[Source records]
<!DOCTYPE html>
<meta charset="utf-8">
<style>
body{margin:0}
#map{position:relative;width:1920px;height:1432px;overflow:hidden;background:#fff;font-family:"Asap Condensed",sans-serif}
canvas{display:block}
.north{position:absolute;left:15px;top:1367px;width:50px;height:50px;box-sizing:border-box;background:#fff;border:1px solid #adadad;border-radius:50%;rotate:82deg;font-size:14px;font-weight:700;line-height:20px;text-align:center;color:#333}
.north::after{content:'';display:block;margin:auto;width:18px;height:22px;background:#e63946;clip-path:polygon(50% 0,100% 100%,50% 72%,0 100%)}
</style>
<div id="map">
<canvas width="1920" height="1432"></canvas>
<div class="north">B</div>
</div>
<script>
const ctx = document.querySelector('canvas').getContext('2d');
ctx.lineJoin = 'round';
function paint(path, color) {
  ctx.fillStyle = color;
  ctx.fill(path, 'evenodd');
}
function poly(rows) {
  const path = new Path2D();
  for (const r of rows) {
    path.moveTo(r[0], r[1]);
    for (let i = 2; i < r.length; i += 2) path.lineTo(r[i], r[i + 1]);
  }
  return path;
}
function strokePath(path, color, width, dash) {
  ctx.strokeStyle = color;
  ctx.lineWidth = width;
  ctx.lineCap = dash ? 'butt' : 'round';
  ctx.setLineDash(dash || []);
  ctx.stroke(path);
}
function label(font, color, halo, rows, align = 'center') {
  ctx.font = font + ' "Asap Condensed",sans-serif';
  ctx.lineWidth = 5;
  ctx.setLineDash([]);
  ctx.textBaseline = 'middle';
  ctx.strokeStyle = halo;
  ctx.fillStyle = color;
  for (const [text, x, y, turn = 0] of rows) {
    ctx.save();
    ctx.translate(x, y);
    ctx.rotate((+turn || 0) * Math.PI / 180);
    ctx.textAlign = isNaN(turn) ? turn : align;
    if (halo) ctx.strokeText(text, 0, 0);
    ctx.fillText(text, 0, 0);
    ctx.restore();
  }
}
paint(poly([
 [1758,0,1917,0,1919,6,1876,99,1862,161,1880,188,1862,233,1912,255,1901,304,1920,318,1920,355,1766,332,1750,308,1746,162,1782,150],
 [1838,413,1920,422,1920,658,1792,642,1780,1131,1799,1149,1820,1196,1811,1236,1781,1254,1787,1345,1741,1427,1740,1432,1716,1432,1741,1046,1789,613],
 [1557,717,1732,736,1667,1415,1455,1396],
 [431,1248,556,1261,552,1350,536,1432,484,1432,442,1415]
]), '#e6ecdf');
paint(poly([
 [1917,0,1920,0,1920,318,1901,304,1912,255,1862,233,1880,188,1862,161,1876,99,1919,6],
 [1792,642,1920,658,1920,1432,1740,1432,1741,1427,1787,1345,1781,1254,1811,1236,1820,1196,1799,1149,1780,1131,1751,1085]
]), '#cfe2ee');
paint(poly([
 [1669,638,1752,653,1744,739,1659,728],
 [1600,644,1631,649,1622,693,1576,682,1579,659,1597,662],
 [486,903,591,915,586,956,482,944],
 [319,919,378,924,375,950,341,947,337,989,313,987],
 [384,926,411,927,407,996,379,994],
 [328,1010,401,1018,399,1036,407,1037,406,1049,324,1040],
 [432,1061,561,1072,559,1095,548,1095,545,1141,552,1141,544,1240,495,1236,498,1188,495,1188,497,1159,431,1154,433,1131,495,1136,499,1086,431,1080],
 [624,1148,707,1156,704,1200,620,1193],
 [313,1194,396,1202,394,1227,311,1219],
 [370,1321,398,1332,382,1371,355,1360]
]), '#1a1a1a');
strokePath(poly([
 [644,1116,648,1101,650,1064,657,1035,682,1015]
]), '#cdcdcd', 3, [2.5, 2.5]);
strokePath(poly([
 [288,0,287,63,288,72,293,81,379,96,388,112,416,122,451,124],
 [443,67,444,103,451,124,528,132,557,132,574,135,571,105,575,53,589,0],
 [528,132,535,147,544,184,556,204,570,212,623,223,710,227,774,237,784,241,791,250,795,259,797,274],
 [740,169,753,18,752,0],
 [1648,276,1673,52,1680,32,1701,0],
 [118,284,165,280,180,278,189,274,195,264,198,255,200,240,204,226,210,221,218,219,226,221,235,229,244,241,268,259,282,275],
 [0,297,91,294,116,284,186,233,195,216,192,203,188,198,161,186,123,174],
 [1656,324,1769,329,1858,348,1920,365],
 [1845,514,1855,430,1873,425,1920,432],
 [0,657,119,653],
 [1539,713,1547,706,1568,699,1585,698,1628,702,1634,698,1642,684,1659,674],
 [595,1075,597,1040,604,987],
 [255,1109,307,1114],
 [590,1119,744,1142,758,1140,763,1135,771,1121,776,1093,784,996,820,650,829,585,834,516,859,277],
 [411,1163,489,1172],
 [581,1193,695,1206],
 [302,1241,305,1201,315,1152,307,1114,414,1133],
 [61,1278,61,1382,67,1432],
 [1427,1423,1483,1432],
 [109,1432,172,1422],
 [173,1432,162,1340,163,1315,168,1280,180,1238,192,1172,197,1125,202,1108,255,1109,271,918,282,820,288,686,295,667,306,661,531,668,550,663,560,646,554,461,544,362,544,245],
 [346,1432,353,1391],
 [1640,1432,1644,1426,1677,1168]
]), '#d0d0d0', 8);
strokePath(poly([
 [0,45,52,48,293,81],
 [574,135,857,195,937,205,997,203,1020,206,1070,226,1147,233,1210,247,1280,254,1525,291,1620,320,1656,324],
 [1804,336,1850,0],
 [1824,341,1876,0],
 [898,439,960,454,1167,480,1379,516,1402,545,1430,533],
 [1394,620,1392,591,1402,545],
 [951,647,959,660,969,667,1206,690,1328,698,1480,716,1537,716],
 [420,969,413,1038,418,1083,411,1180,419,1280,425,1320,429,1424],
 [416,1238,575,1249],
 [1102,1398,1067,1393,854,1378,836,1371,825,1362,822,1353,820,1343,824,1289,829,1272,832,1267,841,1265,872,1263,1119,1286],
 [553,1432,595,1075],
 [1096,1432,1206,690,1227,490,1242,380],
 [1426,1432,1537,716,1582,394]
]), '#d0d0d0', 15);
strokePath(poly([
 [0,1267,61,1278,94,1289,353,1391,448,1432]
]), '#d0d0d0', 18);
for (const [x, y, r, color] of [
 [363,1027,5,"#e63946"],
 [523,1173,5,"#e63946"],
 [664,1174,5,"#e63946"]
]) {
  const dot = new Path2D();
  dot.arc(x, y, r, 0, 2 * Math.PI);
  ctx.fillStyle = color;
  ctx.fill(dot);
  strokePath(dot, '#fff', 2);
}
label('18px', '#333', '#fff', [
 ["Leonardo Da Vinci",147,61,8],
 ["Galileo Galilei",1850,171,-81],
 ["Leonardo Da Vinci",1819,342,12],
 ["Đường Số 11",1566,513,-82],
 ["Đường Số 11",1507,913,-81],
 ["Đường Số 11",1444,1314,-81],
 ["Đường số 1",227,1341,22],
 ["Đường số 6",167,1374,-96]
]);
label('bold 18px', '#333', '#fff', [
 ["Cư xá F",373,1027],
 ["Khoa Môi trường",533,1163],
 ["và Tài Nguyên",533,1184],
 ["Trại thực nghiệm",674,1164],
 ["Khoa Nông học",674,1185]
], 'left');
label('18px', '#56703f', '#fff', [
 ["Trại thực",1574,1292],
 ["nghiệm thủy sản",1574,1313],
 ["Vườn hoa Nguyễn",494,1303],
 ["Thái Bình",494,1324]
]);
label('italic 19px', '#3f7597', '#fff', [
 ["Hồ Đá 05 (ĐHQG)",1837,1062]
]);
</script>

TASK TO CARRY OUT> Search the data for "setLineDash". Copy every line that has it.

RESPONSE>
  ctx.setLineDash(dash || []);
  ctx.setLineDash([]);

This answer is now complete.